- **Assignment**
Go over the data below line by line, and state how many lines contain the string "TEPLÁRNOU". Give the number only.

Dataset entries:
++++++++++

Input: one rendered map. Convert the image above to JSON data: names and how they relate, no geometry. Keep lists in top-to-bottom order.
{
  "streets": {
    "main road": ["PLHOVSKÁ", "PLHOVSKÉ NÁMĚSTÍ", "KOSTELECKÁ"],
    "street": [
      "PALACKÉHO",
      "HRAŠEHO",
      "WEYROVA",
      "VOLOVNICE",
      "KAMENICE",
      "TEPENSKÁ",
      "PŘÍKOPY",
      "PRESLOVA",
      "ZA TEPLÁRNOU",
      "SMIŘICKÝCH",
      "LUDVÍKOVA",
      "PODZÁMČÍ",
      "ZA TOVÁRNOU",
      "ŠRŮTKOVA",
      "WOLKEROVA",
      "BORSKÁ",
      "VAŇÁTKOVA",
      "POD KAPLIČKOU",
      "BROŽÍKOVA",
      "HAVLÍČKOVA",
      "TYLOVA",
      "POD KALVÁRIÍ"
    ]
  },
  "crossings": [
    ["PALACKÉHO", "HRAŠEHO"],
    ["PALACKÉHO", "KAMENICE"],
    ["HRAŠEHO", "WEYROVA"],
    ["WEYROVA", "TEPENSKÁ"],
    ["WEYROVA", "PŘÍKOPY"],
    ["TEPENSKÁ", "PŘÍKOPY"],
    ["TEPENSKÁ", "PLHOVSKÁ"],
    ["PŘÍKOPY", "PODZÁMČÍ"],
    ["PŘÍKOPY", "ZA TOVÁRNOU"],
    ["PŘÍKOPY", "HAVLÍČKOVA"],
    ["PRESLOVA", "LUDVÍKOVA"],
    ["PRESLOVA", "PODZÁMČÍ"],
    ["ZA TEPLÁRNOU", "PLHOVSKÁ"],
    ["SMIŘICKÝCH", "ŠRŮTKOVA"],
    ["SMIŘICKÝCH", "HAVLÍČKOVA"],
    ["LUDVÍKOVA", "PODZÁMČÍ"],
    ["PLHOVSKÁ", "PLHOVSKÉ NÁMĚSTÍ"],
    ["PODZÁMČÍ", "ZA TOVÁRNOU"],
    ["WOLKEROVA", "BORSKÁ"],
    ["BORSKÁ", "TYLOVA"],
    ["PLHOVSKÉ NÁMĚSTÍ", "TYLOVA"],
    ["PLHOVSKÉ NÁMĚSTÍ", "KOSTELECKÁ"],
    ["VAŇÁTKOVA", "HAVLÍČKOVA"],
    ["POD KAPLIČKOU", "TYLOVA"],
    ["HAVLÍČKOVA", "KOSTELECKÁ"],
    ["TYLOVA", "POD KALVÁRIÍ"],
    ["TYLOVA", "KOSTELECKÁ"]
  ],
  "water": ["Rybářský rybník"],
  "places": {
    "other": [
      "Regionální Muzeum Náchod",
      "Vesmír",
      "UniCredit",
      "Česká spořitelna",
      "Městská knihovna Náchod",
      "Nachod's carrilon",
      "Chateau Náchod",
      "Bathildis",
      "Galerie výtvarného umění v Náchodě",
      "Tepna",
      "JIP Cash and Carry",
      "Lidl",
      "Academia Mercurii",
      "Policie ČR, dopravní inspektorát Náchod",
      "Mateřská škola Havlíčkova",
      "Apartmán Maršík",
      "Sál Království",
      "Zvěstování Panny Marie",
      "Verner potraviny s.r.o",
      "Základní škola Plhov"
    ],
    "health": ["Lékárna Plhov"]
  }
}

++++++++++

- **Reply to the exercise**
2